Komisioner KPAI, Dian Sasmita saat menerima kunjungan keluarga Afif Maulana. (Suara.com/Faqih)
Komisioner KPAI, Dian Sasmita. (Suara.com/Faqih)

"Perlu dipahami bahwa kasus bullying tidak pernah hanya dalam sekali kejadian. Ada unsur keberulangnya," ucapnya dalam keterangan yang diterima Suara.com pada Sabtu 31 Mei 2025.

Melihat fenomena berulang ini, Dian Sasmita pun mengingatkan untuk melakukan deteksi dini dan merespons cepat atas kasus bullying merupakan hal yang sangat penting.

"Jangan pernah menganggap 'enteng' perilaku bullying yang terjadi. Respon yang cepat dan deteksi dini dapat minimalisir dampak lebih buruk dari perilaku bullying," tegasnya.

Dia mengungkapkan, semua itu dilakukan baik bagi korban dan juga yang melakukan bullying.

Bahkan, termasuk lingkungan sosial mereka dan juga termasuk keluarga para anak tersebut.

“Ingat normalisasi bullying sama dengan normalisasi kekerasan,” imbuhnya.
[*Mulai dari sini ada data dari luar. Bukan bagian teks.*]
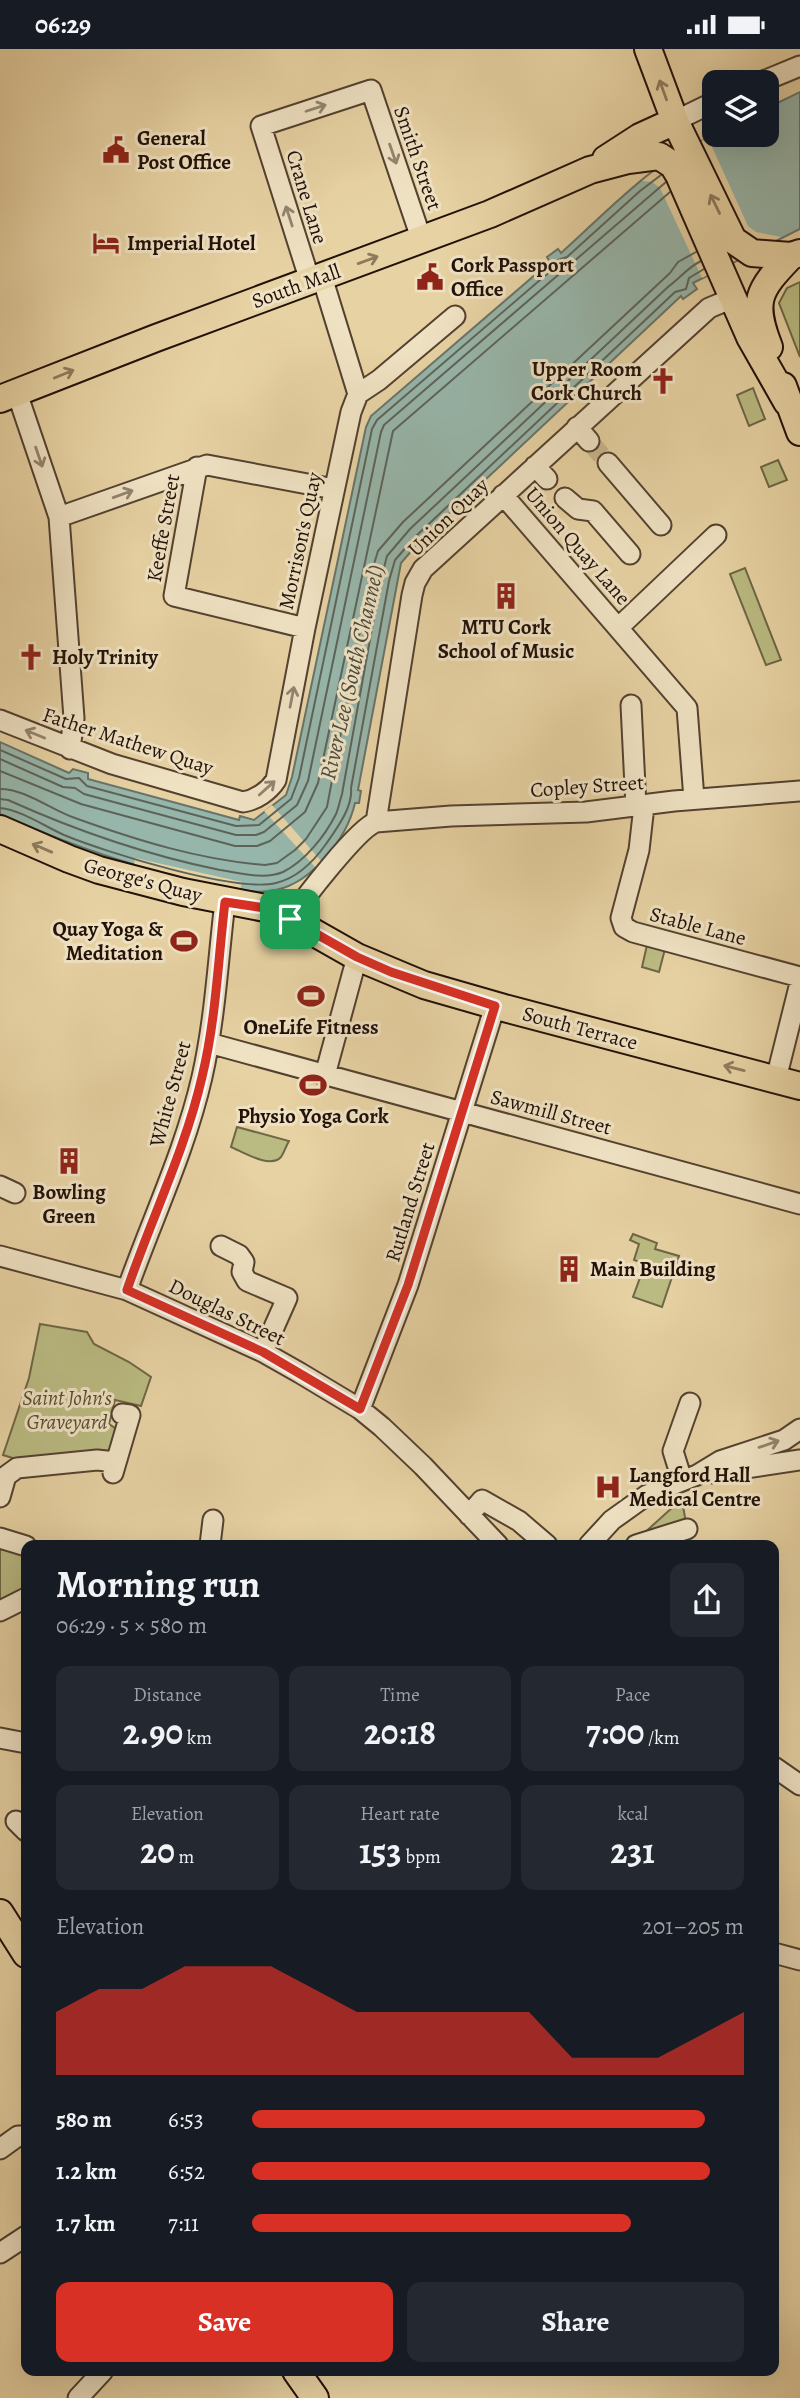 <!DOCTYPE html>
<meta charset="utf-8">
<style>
:root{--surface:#171b24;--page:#242831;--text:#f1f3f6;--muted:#9ea1a6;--accent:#d93025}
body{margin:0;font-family:Alegreya,serif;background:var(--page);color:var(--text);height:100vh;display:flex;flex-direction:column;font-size:26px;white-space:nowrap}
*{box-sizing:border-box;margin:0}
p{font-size:23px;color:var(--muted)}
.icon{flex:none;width:38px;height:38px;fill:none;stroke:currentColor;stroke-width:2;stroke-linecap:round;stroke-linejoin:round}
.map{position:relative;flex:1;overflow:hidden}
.panel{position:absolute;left:21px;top:1491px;width:758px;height:836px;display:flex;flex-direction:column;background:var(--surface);border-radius:14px;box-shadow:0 7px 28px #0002}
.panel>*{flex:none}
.fabs{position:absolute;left:702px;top:21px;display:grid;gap:14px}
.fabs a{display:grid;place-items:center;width:77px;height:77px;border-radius:14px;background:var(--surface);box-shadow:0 7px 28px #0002;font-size:35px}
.pin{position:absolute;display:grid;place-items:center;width:60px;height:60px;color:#fff;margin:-30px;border-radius:14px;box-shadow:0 4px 10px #0006}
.round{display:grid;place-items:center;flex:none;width:74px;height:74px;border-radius:14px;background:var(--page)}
.summary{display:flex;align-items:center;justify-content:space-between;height:119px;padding:0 35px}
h1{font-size:38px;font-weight:600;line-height:52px}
.stats{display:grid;grid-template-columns:repeat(3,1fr);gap:10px;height:119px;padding:7px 35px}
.stats div{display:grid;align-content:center;border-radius:14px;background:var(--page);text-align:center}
.stats b{font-size:35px;font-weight:600}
.stats small{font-size:19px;font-weight:400}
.stats p{font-size:19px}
.chart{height:196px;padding:14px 35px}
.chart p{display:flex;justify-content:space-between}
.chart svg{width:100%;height:126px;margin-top:7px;fill:var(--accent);opacity:.7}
.button{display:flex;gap:14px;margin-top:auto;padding:14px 35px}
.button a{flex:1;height:80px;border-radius:14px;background:var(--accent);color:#fff;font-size:28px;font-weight:600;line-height:80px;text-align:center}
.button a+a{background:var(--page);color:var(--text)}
ul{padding:0 35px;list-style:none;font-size:23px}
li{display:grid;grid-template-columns:112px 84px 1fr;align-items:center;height:52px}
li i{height:18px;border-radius:9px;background:var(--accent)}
.status{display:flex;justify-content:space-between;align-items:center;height:49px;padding:0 35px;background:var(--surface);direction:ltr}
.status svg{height:19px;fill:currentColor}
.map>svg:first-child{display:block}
</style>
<div class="status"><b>06:29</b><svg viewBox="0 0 49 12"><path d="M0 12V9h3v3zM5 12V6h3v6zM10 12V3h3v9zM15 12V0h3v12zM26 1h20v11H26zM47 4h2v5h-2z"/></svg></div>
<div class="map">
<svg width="800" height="2349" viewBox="0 0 800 2349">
<rect width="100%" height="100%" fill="#e7d2a3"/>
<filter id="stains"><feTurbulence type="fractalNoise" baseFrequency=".00286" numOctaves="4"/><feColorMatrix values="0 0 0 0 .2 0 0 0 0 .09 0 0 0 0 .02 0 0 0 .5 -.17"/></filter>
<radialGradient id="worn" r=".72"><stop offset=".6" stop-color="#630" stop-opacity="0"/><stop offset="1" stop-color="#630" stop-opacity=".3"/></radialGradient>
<path fill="#babb82" stroke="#6e6646" stroke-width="2" d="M800,233V308L779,254L787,239Z
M753,339L765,370L749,377L737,346Z
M778,411L787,431L769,438L761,418Z
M745,519L781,611L766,616L730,525Z
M647,896L665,900L659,923L642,918Z
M237,1078L289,1092C286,1097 284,1104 281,1108C270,1120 243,1103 231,1098Z
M633,1185L657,1194L655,1200L679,1207L662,1258L633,1248L645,1215L634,1211L639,1195L630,1191Z
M40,1275L87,1283L94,1295L129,1313L151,1328L141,1357L115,1351L109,1375L118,1381L110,1402L22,1412L3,1406L29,1329Z
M682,1451L687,1480L631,1496L674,1457Z
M0,1500L26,1506V1540L0,1555Z"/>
<path fill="#97b6ab" stroke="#68746a" stroke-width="2" d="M800,43V180L693,234L697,240L683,250L681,247L420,492L401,514L358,741L361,742L359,754H355C347,789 313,833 276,841C256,846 233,839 213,835C138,821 69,796 0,765V693L69,724L73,720L88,724V730L239,771L240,767L254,771L286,746L292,728L366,378L371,367L550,213L547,208L558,200L561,204C607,163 651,114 708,89L707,85L709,84L711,87L766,86L767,59Z"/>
<path fill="#e7d2a3" d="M708,89L748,177L756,183L781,188L702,229L660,139L652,133L642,132L668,111L688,98Z
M272,756L322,813L316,819L264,762Z
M135,809L242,833L240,841L183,830L134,816Z"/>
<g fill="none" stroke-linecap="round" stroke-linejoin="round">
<path stroke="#5c645a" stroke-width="2" d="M0,701L66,730L79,729L87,737L236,777L259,776L291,750L299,729L372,380L377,371L554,219L558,211L567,208L640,142L661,126
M0,710L63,738L75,739L84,745L236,786H256L264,783L297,756L308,732L381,383L384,376L666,133
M0,722L81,755L235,797H257L270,792L305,763L318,734L393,382L670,143
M0,740C26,740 51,761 75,769C136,791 200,811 265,816L277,814L295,801L306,790L327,758L370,528L378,502L403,473L670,224L678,213L696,203
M0,750L8,751C77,782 146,806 220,821C240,824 264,831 283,823C305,812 325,787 336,765C339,758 340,751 342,745L381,530L387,507L410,480L669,237C680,229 687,219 701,212
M0,759C21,761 44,777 64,786C105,803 236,844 276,834C297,829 314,812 326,795C337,779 353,758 351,739L389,532L395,511L416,487L675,243L686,240L689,229L704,220"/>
<path stroke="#c9b58c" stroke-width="19" stroke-dasharray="19 10" stroke-linecap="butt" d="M589,392L608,414"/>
<defs>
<path id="minor" d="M761,33L800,17
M675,72L714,53
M322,228L358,345
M310,232L261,77L371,41L422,192
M17,344L59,468L74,669L70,700
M577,378L589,392
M608,414L661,476
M535,417L547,430
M197,418L174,547L305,579
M503,446L618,579L716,486
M565,449L578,460L593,462L630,505
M59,468L207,416L334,440
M618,579L687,659L694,750
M631,656L636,758
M0,671L112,715L243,753C256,751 269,742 276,731L305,579L351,363L358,345L379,331L455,267
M644,757L639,801L621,869L624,878L633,883L800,928
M376,773L412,546L415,534L423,520L709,259L733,249
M290,870C303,851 357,780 376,773L451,767L586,763L674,752L800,742
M209,994L800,1155
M325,1026L357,908
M776,1030L800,934
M0,1137L15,1144
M221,1197L239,1206L244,1213L242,1223L247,1232L287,1249L263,1303
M0,1207L127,1241L263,1303L300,1324L360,1360L382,1378L423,1417L498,1496
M127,1241C152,1170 185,1102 202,1028C215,971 218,911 225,853
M360,1360L408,1236L495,957
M113,1424L130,1366L122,1365
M712,1424L800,1411
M682,1431L673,1402L690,1354
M0,1448L6,1427L17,1419L97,1411L116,1413
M469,1466L482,1451L519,1472L547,1496
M0,1489L26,1497
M210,1496L213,1471
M589,1496L612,1471L647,1446L697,1426L720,1412L784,1391L800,1380
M636,1496L687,1480
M0,1562L26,1549
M0,1689L26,1694
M774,1718L800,1736
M16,1772L26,1782
M774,1904L800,1911
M0,2100L18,2087H26
M0,2204L26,2187
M78,2349L103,2322"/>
<path id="major" d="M648,0L675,72L733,191L752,204L791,207L800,204
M606,110L640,88L675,72
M769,298C751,252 758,241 791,207
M783,337L800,383
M0,350L156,289L490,165L590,121L628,111L659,107L673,116L679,126L750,288L787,353
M0,780L69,810L99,821L183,843L265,859L290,870L357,908L424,936L504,959L800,1037
M0,1864L26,1905
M296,2322L315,2349"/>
</defs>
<use href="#minor" stroke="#534130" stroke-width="23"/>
<use href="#major" stroke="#221109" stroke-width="30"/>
<use href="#minor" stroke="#efe2c3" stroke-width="19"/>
<use href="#major" stroke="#e7d2a3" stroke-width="26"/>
</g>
<defs><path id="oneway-shaft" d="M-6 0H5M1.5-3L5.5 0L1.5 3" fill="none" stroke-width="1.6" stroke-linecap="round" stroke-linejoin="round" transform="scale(1.75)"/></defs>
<g stroke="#8e7b5e">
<use href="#oneway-shaft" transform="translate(663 41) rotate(-110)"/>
<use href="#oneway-shaft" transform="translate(715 155) rotate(-116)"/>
<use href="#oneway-shaft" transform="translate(368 211) rotate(-20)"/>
<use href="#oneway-shaft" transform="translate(64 325) rotate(-22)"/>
<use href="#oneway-shaft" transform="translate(42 799) rotate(-157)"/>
<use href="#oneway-shaft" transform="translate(734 1019) rotate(-166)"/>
</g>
<g stroke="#93846f">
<use href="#oneway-shaft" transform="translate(316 59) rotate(-18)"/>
<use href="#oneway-shaft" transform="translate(393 105) rotate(71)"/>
<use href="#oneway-shaft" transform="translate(289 167) rotate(-108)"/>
<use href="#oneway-shaft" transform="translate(39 408) rotate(71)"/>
<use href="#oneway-shaft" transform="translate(123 445) rotate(-20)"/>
<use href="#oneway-shaft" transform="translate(292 648) rotate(-79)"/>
<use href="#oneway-shaft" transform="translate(35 685) rotate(-158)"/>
<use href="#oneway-shaft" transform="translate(267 739) rotate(-42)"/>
<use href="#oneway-shaft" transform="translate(769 1395) rotate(-19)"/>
</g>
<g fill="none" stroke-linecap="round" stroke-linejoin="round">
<defs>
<path id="route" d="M225,853L265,859L290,870L357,908L391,923L495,957L408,1236L360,1360L263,1303L127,1241C151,1170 185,1102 202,1028C216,971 218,911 225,853Z"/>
</defs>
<use href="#route" stroke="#fff" stroke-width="14"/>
<use href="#route" stroke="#d93025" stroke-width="9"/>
</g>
<defs>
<symbol id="civic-bare" viewBox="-9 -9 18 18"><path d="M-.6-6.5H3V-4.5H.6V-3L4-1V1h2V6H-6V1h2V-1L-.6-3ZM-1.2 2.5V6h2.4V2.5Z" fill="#8f2418" stroke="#efe2c3" stroke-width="2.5" paint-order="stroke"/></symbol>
<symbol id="hotel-bare" viewBox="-9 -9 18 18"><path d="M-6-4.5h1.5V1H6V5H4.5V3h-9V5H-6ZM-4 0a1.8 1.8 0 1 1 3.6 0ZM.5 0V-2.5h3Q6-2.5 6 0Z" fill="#8f2418" stroke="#efe2c3" stroke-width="2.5" paint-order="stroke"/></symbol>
<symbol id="church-bare" viewBox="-9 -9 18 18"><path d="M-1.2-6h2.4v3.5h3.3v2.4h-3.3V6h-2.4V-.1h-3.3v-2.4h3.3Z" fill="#8f2418" stroke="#efe2c3" stroke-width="2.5" paint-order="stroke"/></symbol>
<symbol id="building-bare" viewBox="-9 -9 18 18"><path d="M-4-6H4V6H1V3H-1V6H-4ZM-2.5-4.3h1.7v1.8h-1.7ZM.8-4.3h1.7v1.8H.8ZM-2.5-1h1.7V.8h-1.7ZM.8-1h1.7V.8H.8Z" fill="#8f2418" stroke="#efe2c3" stroke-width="2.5" paint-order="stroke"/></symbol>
<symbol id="stadium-bare" viewBox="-9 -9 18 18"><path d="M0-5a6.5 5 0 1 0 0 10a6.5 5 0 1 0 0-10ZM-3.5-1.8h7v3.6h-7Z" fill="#8f2418" stroke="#efe2c3" stroke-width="2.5" paint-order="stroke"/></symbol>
<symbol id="hospital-bare" viewBox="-9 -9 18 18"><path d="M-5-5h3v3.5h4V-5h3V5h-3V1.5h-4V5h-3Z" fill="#8f2418" stroke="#efe2c3" stroke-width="2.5" paint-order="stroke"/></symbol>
</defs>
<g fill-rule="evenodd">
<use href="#civic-bare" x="97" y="82" width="38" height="38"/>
<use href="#hotel-bare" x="87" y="175" width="38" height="38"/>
<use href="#civic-bare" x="411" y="209" width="38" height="38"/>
<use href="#church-bare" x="644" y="313" width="38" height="38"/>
<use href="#building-bare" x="487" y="528" width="38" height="38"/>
<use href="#church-bare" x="12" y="589" width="38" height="38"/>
<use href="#stadium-bare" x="165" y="873" width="38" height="38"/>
<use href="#stadium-bare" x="292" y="928" width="38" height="38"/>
<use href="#stadium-bare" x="294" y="1017" width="38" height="38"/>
<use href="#building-bare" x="50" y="1093" width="38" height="38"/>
<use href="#building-bare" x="550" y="1201" width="38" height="38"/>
<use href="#hospital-bare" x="589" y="1419" width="38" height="38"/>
</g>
<g text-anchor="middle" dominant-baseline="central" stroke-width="6" stroke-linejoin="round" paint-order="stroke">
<g font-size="21" font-weight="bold" fill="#221109" stroke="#efe2c3" text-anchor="start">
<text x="137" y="89">General<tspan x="137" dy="24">Post Office</tspan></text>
<text x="127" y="194">Imperial Hotel</text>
<text x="451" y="216">Cork Passport<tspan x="451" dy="24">Office</tspan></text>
<text x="642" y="320" text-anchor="end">Upper Room<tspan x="642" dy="24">Cork Church</tspan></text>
<text x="506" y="578" text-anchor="middle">MTU Cork<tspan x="506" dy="24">School of Music</tspan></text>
<text x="52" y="608">Holy Trinity</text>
<text x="163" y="880" text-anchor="end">Quay Yoga &amp;<tspan x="163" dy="24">Meditation</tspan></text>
<text x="311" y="978" text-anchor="middle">OneLife Fitness</text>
<text x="313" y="1067" text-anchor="middle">Physio Yoga Cork</text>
<text x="69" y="1143" text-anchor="middle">Bowling<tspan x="69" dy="24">Green</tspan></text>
<text x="590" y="1220">Main Building</text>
<text x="629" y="1426">Langford Hall<tspan x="629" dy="24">Medical Centre</tspan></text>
</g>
<g font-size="21" fill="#221109" stroke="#efe2c3">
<text transform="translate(418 109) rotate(71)">Smith Street</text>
<text transform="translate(307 148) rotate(73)">Crane Lane</text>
<text transform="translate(296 237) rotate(-20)">South Mall</text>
<text transform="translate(448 468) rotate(-44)">Union Quay</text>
<text transform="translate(163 479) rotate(-80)">Keeffe Street</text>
<text transform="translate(300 492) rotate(-78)">Morrison's Quay</text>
<text transform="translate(578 497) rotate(49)">Union Quay Lane</text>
<text transform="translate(128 692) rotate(18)">Father Mathew Quay</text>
<text transform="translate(587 737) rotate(-4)">Copley Street</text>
<text transform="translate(143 831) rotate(15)">George's Quay</text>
<text transform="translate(698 877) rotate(15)">Stable Lane</text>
<text transform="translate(580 979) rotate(15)">South Terrace</text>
<text transform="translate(170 1045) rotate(-75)">White Street</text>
<text transform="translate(551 1063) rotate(15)">Sawmill Street</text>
<text transform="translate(410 1153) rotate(-73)">Rutland Street</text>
<text transform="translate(227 1263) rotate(26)">Douglas Street</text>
</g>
<g font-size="21" font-style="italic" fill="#574c33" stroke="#efe2c3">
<text x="67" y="1349">Saint John's<tspan x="67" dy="24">Graveyard</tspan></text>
</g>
<g font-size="23" font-style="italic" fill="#4b4b42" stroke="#efe2c3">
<text transform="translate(352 623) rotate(-77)">River Lee (South Channel)</text>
</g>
</g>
<rect width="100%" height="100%" filter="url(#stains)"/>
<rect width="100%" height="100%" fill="url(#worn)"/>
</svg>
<div class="fabs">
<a><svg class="icon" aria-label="layers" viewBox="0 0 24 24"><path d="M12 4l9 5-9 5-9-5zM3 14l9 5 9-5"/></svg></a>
</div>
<div class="pin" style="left:290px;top:870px;background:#1e9e55"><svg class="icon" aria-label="arrive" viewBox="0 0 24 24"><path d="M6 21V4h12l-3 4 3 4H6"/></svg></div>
<section class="panel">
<div class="summary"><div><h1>Morning run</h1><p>06:29 · 5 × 580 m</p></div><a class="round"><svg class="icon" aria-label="share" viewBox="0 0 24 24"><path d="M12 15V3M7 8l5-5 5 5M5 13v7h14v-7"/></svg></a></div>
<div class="stats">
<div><p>Distance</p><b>2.90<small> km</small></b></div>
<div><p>Time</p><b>20:18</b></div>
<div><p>Pace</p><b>7:00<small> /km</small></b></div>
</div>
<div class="stats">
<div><p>Elevation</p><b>20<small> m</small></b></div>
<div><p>Heart rate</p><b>153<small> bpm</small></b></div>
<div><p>kcal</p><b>231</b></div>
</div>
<div class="chart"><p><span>Elevation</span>201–205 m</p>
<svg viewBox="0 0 160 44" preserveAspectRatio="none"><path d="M0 44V22L10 14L20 14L30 6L40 6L50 6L60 14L70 22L80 22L90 22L100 22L110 22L120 38L130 38L140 38L150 30L160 22V44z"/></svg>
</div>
<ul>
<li><b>580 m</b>6:53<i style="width:92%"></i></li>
<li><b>1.2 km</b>6:52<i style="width:93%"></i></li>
<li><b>1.7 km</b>7:11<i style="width:77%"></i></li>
</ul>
<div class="button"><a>Save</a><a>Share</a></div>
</section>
</div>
Untuk itu, menurut Dian Sasmita, penyelesaian kasus bullying perlu pelibatan banyak pihak.

"Di UUPA (Undang-Undang Perlindungan Anak) dan Konvensi Hak Anak mengenal prinsip dasar kepentingan terbaik bagi si anak. Prinsip ini terjawab dengan penggunaan pendekatan keadilan restoratif. Yakni Keadilan yang bertujuan memulihkan korban, masyarakat, dan anak yang terlibat dalam konflik hukum," jelasnya.

Menurut dia, semua pihak perlu difasilitasi pemulihannya sampai ada perubahan perilaku positif oleh semua yang terkait kasus bullying.

"Pencegahan bullying tentu bisa. Permendikbud (Peraturan Menteri Pendidikan dan Kebudayaan) dan UUPA menjadi payung regulasi," tambah Dian Sasmita.

Namun, dia menambahkan, aturan hukum tersebut dapat membawa perubahan jika setiap perangkat yang ada sudah terbangun perspektifnya bahwa bullying ini adalah kekerasan.

"Sehingga setiap ada indikasi perilaku bullying harus direspon. Tingkatan respon tentunya memperhatikan bentuk dan dampak bullying yang terjadi," jelasnya.